DIRECTIONS FOR THIS TASK
Among the records below, which lines contain the string "bold"? Report them.

MATERIALS PROVIDED
┏━━

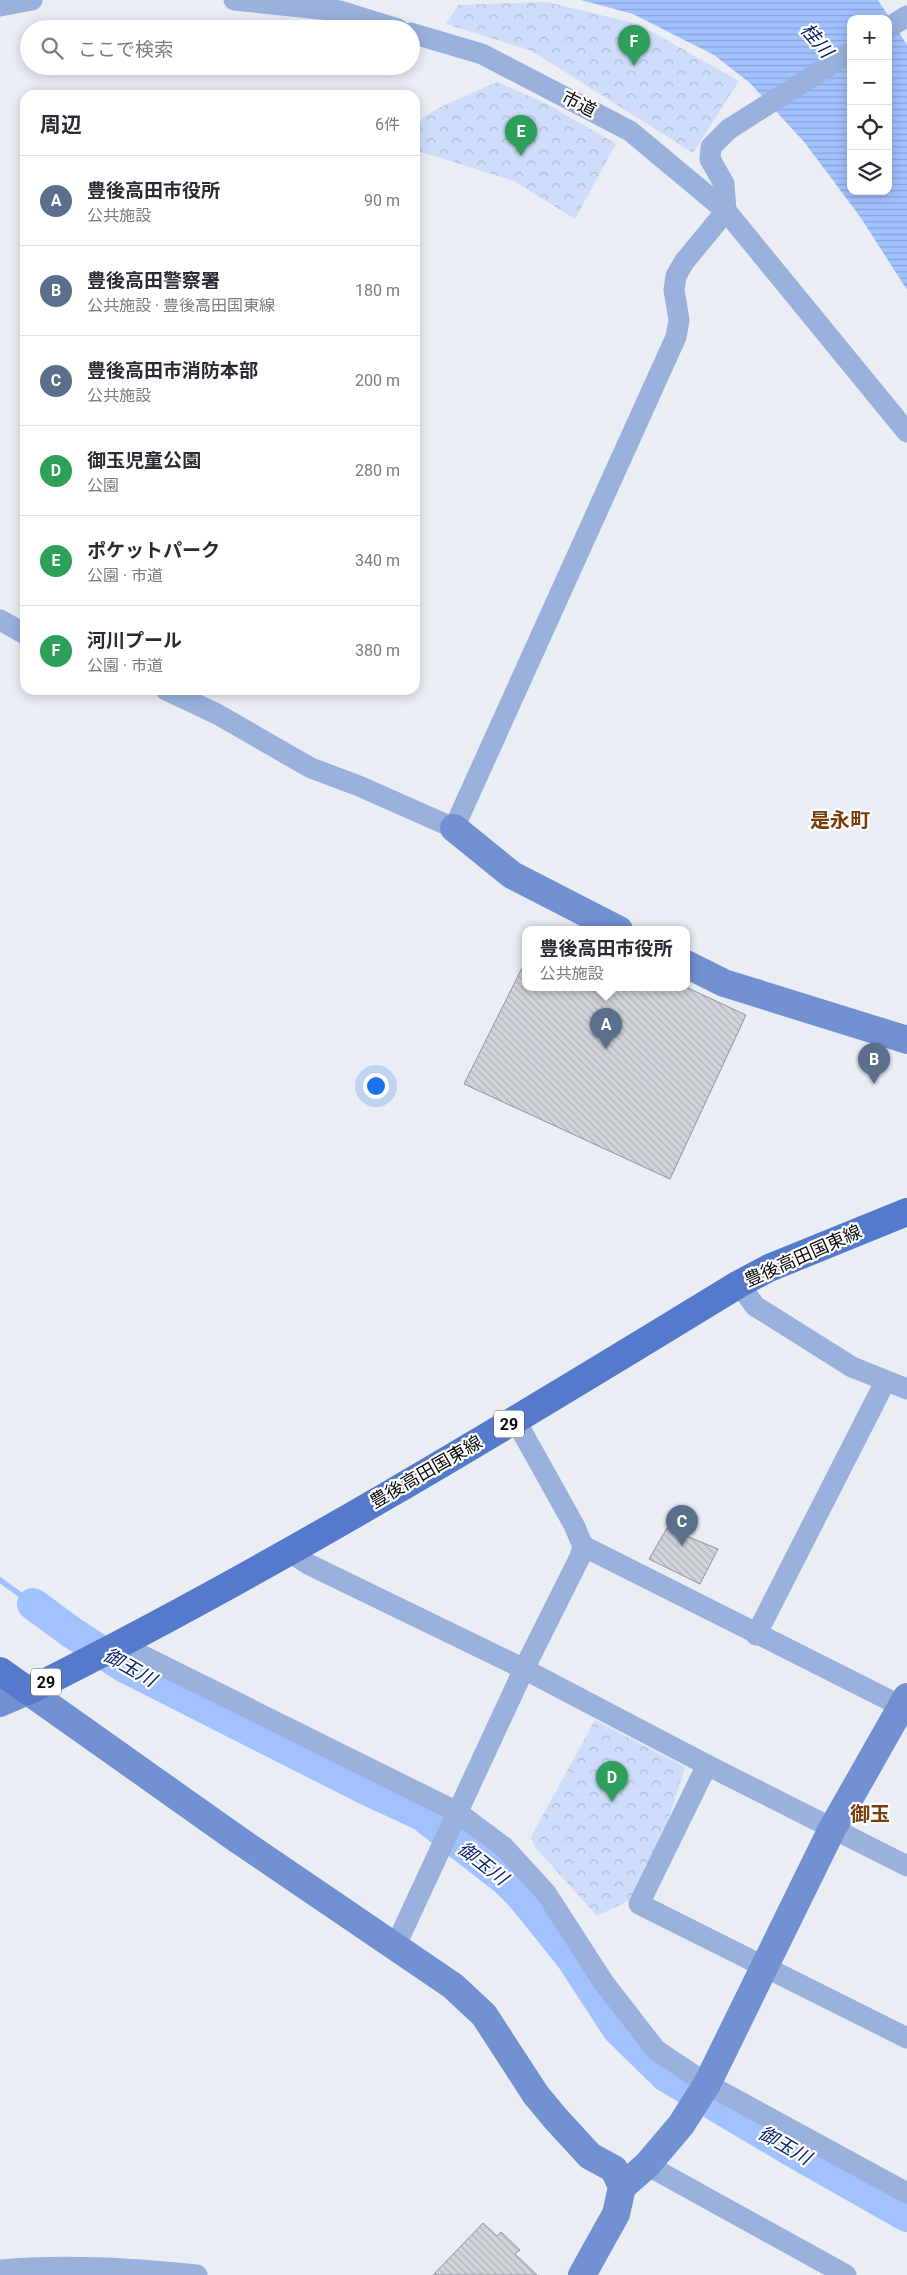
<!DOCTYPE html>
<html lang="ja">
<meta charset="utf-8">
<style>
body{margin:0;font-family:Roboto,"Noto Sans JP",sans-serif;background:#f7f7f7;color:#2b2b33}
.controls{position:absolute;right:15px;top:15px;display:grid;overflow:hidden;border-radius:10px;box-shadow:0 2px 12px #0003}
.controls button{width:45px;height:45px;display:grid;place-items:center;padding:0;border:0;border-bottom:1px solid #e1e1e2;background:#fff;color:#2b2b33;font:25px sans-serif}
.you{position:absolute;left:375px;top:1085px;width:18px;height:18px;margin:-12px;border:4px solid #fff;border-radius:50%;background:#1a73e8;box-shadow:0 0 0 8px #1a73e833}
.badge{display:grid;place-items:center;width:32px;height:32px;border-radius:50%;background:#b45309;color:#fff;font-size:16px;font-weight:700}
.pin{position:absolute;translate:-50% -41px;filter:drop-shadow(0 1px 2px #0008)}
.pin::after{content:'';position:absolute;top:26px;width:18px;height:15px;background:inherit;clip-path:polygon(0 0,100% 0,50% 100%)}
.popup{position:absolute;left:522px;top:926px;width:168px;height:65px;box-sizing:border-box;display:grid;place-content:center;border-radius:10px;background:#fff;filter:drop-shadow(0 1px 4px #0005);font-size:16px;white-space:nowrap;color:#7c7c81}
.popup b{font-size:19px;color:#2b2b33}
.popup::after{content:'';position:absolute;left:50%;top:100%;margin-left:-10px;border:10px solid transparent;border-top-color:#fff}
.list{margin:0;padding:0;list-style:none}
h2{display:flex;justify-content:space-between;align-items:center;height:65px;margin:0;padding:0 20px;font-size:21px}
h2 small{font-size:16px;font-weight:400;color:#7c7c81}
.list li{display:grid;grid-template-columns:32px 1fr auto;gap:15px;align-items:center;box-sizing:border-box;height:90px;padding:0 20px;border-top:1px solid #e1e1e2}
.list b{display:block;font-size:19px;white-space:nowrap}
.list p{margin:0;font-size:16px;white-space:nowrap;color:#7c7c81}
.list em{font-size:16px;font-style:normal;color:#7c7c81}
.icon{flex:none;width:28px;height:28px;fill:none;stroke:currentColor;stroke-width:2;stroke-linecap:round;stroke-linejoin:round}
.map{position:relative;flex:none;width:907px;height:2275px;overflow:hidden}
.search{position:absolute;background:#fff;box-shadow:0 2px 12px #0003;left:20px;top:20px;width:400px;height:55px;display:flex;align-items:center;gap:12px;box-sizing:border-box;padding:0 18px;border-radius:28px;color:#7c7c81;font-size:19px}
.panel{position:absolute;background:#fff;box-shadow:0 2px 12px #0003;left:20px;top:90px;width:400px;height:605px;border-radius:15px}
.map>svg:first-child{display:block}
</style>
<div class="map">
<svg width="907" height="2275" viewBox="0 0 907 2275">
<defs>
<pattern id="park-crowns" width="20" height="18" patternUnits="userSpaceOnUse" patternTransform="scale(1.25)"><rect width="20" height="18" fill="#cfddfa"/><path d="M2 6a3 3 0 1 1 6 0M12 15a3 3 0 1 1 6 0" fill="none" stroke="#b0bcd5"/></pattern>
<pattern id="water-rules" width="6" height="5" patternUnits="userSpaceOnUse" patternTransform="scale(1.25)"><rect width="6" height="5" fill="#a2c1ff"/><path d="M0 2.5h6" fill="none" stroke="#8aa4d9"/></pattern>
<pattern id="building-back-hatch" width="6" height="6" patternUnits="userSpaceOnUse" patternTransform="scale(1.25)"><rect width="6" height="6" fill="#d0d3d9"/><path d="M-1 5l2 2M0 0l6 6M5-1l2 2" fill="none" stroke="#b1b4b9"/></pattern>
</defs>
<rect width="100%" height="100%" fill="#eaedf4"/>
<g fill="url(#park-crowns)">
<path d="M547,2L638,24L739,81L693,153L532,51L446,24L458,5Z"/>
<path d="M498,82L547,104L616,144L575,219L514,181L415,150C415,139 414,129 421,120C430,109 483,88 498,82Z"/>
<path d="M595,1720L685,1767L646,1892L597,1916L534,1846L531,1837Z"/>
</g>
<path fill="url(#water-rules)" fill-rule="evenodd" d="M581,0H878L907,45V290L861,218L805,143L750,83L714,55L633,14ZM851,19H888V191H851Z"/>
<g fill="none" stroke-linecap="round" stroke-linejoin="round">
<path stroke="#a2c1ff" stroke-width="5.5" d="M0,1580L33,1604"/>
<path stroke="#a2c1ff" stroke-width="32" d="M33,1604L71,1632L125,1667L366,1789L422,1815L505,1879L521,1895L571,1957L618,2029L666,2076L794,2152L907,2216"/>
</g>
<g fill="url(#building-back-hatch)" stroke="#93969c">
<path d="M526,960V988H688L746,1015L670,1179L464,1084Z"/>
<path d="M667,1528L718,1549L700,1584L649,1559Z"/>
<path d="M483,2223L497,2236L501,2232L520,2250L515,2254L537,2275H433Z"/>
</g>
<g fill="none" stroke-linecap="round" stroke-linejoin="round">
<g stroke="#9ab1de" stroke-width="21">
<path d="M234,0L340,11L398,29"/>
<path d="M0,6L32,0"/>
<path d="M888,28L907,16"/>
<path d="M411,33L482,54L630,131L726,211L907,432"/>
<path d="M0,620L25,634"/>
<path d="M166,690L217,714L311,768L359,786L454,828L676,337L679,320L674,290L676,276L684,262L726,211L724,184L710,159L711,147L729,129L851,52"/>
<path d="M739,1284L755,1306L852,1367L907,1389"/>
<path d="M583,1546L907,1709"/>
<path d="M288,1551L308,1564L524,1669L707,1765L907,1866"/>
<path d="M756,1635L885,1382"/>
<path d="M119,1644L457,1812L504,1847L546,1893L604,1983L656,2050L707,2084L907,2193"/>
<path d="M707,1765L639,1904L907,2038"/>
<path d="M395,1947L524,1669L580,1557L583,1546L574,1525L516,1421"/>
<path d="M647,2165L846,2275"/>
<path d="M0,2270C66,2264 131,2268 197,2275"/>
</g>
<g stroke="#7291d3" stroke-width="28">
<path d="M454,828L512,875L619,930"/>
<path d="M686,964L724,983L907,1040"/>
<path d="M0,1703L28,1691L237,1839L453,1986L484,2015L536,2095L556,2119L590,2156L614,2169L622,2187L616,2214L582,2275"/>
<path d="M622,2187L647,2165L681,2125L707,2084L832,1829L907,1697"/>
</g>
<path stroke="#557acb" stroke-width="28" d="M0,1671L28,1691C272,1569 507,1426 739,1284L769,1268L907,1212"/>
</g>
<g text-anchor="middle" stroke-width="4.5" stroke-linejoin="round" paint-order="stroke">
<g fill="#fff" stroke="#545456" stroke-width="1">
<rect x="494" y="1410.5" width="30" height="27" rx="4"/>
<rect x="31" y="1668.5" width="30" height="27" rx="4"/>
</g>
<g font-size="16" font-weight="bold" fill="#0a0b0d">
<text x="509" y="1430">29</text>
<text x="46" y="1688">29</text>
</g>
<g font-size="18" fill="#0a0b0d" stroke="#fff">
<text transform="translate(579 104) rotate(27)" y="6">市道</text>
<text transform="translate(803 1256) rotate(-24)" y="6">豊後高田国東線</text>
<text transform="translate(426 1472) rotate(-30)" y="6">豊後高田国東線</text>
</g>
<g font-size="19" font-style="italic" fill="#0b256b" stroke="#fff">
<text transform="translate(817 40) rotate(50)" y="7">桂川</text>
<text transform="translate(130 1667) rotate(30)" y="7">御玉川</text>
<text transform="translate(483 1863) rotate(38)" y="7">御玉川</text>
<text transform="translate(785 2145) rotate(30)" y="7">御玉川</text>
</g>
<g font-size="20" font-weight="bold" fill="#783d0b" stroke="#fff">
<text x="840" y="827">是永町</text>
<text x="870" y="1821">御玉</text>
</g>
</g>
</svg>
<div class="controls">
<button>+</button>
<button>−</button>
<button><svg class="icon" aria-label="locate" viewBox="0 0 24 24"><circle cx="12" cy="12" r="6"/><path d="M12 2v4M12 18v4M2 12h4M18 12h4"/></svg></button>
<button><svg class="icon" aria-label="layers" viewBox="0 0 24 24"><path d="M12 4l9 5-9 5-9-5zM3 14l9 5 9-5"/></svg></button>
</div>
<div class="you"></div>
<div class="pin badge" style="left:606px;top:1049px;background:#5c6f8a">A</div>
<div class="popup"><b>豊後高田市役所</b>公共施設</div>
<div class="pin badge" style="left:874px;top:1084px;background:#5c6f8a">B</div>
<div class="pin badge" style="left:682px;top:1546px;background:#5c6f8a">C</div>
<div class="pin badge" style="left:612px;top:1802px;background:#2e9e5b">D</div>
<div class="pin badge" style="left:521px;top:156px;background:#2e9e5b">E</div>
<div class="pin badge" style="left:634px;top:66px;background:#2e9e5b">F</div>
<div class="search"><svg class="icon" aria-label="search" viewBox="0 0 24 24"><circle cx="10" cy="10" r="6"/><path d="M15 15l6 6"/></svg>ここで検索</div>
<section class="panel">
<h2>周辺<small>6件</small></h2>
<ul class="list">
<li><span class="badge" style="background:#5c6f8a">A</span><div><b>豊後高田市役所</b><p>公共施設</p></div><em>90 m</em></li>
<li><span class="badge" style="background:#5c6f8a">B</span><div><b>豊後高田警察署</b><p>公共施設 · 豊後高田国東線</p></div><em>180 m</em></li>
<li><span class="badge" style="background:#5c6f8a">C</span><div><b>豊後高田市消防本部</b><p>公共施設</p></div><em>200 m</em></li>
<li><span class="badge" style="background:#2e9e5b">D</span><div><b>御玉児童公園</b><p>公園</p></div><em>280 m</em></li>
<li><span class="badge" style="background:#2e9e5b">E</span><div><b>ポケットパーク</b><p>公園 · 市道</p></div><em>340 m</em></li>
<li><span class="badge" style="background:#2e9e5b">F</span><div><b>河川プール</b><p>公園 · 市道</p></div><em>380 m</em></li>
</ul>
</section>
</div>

┗━━

OUTPUT OF THE EXERCISE
<g font-size="16" font-weight="bold" fill="#0a0b0d">
<g font-size="20" font-weight="bold" fill="#783d0b" stroke="#fff">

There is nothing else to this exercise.